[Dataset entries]
»»

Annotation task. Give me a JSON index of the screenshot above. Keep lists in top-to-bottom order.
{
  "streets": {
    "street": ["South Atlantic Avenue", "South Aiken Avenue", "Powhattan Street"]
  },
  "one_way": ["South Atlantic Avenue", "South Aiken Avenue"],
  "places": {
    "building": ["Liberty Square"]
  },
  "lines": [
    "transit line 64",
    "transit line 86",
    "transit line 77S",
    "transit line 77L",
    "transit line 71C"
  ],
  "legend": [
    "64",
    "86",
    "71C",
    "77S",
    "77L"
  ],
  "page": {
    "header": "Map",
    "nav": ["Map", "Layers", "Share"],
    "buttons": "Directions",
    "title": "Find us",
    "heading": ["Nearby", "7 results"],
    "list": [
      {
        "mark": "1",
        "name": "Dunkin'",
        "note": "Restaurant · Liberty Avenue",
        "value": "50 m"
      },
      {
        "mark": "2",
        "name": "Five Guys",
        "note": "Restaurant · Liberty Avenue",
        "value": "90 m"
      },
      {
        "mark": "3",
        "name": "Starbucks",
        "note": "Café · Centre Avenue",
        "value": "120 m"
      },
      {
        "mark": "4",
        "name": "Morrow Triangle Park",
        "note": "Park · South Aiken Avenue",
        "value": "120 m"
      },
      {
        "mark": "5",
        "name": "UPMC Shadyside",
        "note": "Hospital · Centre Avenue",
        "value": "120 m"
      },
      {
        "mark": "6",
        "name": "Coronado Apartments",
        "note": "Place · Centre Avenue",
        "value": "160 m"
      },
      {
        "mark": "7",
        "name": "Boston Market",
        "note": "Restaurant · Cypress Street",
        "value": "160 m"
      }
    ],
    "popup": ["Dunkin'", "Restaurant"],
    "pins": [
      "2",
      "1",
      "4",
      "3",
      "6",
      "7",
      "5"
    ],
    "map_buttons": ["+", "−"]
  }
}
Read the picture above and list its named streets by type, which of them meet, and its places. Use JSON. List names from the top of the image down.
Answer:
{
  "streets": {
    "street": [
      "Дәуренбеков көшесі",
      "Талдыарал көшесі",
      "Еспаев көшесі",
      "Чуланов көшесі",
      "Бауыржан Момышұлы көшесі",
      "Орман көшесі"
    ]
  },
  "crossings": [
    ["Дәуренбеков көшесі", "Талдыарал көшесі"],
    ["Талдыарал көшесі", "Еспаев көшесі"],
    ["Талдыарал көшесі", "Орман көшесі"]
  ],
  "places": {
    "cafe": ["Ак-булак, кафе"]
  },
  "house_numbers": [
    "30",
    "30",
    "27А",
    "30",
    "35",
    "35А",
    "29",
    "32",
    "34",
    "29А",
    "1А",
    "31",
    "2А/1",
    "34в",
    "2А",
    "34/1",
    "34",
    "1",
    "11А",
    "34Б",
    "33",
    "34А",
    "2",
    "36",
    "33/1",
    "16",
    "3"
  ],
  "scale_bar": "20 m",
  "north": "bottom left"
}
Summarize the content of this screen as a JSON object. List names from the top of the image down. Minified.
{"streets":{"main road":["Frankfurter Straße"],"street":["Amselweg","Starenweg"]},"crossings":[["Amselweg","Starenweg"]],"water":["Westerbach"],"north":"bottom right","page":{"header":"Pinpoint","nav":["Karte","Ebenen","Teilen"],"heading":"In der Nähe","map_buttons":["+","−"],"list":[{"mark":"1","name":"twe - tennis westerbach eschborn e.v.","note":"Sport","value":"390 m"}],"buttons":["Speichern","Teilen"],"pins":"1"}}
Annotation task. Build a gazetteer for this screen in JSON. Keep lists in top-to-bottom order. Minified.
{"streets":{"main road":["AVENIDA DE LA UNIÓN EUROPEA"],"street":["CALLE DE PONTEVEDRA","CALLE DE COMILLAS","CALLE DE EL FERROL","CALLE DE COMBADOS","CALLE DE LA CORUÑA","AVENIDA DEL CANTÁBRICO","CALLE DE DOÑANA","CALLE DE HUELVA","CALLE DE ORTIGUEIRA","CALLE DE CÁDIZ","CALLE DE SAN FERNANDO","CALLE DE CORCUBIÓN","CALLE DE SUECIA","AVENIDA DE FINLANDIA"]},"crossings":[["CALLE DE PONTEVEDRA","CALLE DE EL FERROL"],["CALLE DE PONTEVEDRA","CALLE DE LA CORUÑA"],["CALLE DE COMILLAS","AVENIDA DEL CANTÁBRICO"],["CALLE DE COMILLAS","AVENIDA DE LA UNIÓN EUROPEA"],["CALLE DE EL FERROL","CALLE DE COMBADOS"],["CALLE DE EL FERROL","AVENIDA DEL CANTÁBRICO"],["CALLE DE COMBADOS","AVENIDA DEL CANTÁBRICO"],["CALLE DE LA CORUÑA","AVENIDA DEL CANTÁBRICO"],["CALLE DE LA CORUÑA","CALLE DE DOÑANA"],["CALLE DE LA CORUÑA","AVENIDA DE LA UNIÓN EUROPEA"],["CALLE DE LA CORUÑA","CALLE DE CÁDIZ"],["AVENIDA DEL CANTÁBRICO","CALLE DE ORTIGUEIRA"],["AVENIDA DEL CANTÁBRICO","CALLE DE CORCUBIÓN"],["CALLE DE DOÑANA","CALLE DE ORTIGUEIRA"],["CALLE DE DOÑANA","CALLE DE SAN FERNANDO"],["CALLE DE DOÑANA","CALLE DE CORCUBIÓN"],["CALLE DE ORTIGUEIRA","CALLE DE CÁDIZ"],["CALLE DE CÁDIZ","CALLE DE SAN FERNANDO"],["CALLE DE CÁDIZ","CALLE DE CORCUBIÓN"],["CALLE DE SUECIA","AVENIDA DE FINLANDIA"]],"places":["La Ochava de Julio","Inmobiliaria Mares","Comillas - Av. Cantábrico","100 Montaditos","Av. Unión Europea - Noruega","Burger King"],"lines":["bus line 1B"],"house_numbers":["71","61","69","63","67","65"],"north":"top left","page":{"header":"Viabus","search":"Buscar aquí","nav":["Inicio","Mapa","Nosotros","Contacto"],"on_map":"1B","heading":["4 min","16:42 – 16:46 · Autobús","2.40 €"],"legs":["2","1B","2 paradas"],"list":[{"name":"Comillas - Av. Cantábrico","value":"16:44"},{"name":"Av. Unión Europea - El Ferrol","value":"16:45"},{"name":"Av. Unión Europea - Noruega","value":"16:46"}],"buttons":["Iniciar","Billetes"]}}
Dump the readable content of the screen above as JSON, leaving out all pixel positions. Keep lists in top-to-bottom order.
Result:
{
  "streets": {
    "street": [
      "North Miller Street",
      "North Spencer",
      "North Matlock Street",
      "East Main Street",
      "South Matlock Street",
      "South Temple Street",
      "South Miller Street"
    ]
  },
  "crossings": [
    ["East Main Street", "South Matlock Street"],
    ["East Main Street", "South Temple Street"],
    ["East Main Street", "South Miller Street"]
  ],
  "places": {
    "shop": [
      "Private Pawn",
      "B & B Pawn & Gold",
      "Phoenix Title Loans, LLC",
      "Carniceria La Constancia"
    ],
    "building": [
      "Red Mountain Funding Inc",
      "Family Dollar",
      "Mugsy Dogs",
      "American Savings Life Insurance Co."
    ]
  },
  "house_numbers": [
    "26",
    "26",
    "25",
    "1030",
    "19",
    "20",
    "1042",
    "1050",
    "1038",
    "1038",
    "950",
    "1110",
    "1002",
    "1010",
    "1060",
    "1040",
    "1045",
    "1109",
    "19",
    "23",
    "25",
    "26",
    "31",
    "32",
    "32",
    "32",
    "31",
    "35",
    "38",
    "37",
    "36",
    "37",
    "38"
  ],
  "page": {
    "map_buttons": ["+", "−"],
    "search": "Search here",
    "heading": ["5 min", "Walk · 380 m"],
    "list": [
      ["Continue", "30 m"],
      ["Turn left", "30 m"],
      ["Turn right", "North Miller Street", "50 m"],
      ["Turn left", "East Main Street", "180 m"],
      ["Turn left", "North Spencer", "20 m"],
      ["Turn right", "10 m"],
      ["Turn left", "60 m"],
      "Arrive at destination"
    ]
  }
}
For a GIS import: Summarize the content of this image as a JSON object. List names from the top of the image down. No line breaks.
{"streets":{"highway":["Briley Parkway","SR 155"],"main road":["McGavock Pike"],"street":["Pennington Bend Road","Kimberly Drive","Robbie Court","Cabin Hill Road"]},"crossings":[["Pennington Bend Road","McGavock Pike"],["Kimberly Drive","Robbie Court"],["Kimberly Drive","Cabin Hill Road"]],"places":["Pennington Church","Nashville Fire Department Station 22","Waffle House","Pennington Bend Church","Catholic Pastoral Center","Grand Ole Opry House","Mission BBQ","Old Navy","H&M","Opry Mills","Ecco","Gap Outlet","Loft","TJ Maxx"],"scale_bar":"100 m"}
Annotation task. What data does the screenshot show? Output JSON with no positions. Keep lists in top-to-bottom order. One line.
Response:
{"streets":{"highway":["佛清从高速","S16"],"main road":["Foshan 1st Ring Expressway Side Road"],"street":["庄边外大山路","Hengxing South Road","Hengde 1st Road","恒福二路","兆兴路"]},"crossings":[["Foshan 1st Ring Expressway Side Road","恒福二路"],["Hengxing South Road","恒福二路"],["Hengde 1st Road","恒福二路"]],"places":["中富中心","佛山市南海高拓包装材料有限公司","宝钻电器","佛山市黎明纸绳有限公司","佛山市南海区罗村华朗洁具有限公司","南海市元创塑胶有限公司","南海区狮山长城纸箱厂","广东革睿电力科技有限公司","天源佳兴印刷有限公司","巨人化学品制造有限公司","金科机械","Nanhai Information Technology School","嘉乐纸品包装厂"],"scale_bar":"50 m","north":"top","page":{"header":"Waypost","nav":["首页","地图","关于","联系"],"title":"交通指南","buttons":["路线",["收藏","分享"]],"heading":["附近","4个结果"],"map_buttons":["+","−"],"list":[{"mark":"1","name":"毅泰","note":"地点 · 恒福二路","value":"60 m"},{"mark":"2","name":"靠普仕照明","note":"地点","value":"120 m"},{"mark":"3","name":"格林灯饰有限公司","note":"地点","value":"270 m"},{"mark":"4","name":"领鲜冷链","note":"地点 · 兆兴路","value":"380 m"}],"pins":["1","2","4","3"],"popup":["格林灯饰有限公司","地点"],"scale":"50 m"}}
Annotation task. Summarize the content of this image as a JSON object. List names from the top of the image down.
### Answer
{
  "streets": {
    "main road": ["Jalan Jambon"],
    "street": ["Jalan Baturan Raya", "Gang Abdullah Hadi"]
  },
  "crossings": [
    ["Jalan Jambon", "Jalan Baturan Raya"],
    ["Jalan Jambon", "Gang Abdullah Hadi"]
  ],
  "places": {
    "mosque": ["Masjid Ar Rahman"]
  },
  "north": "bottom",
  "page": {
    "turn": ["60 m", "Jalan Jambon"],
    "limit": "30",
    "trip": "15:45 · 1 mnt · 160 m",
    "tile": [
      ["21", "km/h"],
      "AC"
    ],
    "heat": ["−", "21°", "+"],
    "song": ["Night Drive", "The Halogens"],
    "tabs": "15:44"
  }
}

««

EXERCISE REQUIREMENTS :: Could you write out, exactly as they stand, only the lines above that begin at the line with "For a GIS import: Summarize" and stop after the line with "Annotation task. What"?

TASK RESPONSE ::
For a GIS import: Summarize the content of this image as a JSON object. List names from the top of the image down. No line breaks.
{"streets":{"highway":["Briley Parkway","SR 155"],"main road":["McGavock Pike"],"street":["Pennington Bend Road","Kimberly Drive","Robbie Court","Cabin Hill Road"]},"crossings":[["Pennington Bend Road","McGavock Pike"],["Kimberly Drive","Robbie Court"],["Kimberly Drive","Cabin Hill Road"]],"places":["Pennington Church","Nashville Fire Department Station 22","Waffle House","Pennington Bend Church","Catholic Pastoral Center","Grand Ole Opry House","Mission BBQ","Old Navy","H&M","Opry Mills","Ecco","Gap Outlet","Loft","TJ Maxx"],"scale_bar":"100 m"}
Annotation task. What data does the screenshot show? Output JSON with no positions. Keep lists in top-to-bottom order. One line.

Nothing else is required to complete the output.